His pride was unmistakable. "This is my home, my office, my place in the world," he told me. That sense of belonging, he said, is what brings him back season after season. "We need to turn our attention back to the traditional communities. Because of everything they've lived through. All the struggle, all the hardship. So they, too, can feel that sense of belonging to this place, to this nature," he said.
By the time we reached our second overnight stop, the community of Baixa Grande, we were no longer alone. Two other hiking groups were also staying the night, including one on a four-day trek . Yet the evening still felt intimate, ending around a small bonfire as Tav played the guitar.
Our final day was a quicker, 5km (3 mile) hike, which meant a slower morning at our community base.

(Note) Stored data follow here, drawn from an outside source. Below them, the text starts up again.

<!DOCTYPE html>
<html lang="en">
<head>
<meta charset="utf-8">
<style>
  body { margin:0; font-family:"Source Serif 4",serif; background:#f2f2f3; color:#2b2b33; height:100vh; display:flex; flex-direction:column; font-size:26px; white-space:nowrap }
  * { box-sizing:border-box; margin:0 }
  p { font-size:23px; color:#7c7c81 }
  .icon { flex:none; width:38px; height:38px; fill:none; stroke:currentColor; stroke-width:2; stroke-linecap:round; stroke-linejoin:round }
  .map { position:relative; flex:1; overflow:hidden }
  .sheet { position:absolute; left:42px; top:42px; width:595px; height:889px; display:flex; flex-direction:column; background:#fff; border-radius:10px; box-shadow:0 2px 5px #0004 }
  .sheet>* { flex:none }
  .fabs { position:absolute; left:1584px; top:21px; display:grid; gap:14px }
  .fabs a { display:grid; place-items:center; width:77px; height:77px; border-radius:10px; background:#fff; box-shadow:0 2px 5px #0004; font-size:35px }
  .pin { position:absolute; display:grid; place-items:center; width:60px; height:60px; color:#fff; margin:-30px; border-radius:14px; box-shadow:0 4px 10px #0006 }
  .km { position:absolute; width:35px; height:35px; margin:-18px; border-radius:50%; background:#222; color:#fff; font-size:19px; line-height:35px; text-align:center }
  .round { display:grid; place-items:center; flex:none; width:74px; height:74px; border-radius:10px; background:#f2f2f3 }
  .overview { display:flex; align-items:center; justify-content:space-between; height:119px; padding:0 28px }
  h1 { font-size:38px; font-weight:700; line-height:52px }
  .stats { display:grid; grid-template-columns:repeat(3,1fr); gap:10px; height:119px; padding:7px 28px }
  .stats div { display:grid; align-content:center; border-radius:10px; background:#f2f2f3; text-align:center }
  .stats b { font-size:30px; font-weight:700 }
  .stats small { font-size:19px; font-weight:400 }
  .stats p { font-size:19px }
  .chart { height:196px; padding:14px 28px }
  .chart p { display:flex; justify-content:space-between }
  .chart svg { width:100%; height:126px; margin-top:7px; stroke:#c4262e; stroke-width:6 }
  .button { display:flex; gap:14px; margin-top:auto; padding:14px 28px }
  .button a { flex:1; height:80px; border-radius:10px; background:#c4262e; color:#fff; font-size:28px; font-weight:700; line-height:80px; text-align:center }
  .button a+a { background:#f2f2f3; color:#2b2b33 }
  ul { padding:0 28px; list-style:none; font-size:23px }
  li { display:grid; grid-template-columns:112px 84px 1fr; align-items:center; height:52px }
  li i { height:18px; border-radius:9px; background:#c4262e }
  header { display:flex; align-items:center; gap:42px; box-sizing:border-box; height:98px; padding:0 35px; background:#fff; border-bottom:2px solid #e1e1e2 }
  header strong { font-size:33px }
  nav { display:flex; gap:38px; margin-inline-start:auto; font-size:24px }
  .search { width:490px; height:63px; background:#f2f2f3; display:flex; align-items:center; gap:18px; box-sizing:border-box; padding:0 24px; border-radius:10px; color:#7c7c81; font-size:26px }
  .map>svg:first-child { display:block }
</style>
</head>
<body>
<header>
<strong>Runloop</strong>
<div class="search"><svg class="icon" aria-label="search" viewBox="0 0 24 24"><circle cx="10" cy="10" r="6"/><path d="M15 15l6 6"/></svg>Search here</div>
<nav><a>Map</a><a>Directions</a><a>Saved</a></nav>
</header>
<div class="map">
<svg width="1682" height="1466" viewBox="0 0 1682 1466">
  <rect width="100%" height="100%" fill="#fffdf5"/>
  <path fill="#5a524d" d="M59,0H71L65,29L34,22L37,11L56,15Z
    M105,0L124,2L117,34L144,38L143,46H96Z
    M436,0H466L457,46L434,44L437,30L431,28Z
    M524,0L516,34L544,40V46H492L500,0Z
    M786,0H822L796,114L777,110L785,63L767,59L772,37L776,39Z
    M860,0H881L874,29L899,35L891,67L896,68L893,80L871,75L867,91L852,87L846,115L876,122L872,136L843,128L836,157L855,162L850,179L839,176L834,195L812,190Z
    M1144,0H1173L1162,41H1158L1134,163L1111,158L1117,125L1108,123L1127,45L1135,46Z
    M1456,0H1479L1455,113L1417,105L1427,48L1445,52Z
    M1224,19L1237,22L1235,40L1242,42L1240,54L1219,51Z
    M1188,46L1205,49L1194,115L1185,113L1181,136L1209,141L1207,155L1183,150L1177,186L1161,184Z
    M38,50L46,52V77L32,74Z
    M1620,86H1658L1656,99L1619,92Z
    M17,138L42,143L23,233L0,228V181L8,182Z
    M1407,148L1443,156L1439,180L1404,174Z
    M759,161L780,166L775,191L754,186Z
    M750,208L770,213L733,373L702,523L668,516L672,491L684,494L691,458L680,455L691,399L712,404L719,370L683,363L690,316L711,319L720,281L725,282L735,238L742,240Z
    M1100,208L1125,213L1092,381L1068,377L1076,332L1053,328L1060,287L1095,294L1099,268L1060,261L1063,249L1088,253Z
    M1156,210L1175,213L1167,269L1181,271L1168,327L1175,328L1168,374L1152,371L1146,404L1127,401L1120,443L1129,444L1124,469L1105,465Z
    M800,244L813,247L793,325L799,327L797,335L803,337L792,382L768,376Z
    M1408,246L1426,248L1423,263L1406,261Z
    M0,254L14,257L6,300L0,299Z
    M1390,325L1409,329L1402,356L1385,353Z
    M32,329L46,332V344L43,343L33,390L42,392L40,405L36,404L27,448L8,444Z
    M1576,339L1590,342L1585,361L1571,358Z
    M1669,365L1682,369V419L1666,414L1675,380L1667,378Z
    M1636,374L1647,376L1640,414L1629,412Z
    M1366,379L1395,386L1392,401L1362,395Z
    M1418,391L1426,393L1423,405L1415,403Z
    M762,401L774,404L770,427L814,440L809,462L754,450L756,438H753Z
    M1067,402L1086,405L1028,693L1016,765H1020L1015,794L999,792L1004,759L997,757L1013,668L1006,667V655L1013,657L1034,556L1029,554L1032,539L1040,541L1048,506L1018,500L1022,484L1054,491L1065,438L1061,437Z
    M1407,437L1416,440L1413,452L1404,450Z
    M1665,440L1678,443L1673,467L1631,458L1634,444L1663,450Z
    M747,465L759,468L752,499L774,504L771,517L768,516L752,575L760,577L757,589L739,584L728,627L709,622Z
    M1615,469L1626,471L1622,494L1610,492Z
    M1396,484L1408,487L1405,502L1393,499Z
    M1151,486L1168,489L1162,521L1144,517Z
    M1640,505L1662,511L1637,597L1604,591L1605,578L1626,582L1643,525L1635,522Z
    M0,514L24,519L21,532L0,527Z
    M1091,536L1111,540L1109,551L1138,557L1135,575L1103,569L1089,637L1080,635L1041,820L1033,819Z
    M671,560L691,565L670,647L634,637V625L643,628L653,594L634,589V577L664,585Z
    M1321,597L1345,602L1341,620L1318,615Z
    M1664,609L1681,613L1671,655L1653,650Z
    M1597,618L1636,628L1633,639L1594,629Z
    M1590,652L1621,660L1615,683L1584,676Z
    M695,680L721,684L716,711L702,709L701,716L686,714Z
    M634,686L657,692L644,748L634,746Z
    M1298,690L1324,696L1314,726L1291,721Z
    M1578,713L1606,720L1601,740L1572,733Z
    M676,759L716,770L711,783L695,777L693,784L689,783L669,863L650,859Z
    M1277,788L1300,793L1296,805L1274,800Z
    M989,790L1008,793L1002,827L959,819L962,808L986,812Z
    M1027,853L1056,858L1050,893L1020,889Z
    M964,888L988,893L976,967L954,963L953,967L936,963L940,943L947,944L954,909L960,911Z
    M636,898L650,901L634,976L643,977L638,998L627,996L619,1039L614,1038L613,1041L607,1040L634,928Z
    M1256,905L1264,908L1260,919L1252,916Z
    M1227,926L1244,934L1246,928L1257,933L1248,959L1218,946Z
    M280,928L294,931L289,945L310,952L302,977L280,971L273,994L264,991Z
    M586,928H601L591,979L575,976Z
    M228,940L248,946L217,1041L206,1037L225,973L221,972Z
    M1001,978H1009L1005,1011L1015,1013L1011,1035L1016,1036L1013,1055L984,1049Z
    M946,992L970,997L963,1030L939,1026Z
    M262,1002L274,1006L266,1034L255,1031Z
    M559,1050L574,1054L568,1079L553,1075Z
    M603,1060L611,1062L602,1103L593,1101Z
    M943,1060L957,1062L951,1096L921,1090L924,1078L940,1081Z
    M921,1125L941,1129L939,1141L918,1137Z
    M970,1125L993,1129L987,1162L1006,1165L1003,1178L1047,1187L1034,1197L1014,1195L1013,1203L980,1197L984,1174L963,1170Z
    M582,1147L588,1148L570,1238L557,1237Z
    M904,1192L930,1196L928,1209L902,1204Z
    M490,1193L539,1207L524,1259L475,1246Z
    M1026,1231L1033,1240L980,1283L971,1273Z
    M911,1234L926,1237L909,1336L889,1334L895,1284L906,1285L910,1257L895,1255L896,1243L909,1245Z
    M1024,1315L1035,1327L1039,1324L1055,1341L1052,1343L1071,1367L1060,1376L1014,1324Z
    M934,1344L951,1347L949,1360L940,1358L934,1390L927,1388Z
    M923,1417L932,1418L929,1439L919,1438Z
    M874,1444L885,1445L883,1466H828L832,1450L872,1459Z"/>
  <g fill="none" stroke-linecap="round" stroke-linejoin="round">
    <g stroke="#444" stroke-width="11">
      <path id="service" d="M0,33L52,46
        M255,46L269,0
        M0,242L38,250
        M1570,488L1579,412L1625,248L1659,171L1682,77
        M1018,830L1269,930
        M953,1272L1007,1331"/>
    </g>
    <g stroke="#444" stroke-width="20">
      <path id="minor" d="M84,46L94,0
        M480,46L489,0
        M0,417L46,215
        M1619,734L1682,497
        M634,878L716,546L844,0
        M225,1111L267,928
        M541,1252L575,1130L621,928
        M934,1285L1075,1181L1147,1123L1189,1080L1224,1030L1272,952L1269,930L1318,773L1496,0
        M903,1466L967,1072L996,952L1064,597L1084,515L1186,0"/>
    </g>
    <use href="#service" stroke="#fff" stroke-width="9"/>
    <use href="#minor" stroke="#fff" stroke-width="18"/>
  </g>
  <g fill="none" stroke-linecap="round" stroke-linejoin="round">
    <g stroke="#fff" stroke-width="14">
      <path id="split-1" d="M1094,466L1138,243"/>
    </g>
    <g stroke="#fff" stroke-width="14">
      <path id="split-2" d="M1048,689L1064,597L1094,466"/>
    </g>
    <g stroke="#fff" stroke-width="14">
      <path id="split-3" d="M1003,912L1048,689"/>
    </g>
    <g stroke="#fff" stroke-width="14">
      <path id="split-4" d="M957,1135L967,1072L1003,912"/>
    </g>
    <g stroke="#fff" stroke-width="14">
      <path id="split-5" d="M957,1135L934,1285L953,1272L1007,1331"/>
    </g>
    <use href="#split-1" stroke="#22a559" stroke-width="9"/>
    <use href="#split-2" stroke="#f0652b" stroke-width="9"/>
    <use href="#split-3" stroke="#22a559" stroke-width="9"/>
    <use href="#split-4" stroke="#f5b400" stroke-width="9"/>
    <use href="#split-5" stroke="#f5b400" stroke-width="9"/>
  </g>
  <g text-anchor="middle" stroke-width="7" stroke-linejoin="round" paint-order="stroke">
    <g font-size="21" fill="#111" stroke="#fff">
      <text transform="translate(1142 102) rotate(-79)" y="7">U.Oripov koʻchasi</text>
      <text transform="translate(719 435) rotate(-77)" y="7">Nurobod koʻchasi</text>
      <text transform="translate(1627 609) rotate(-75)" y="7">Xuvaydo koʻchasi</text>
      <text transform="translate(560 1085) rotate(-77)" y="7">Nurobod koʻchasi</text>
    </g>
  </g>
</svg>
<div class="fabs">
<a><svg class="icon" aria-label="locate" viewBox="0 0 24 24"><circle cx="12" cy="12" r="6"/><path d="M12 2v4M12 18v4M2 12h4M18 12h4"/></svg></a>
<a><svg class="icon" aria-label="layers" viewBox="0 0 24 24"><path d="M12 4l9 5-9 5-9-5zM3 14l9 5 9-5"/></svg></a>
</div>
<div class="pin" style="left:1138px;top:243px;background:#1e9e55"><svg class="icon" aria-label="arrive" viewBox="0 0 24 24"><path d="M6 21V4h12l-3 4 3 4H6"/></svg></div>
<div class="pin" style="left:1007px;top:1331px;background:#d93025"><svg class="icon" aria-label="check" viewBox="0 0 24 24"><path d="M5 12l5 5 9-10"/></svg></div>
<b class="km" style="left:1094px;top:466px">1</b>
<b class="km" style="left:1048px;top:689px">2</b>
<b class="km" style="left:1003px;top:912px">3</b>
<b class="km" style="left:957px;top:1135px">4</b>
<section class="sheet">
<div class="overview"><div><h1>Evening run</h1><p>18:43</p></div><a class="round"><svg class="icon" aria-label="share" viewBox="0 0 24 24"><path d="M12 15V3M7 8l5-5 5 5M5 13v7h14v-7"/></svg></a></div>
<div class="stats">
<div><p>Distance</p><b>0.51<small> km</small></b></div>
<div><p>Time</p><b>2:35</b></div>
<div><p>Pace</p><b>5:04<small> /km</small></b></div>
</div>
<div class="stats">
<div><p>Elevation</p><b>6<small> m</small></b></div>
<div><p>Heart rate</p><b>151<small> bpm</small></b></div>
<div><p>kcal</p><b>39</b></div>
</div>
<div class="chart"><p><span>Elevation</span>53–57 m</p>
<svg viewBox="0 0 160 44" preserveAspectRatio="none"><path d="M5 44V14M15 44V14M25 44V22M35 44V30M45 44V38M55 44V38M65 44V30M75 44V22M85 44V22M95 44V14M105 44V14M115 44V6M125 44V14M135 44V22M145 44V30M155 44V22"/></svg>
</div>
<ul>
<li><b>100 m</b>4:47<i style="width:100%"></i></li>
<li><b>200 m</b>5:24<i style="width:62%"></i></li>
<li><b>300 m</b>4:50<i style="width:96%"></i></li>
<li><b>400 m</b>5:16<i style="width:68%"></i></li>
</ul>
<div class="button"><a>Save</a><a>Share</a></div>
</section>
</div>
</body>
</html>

When we set off later that afternoon, I sensed it would be the most beautiful stretch yet. Under a cloudless sky, the sand looked bone-white and the lagoons shone bluer than ever.
Despite the beauty of it all, I was ready to return to civilisation when our Jeep transfer appeared in the far distance, signalling the end of our trip. We half-jogged toward it in exaggerated relief. We had officially reached the outer banks of the park, and the rest of the journey would be on four wheels, following the coastline to Atins. I hopped on and turned back toward the dunes. We had just walked 36km (22 miles) across the park, yet within hours there would be no trace of us at all.
Nothing here holds its shape for long. The dunes shift. The lagoons appear and disappear. Footprints vanish. The only constant in Lençóis Maranhenses, I realised, is change – and the people who have learned, over generations, to live with it.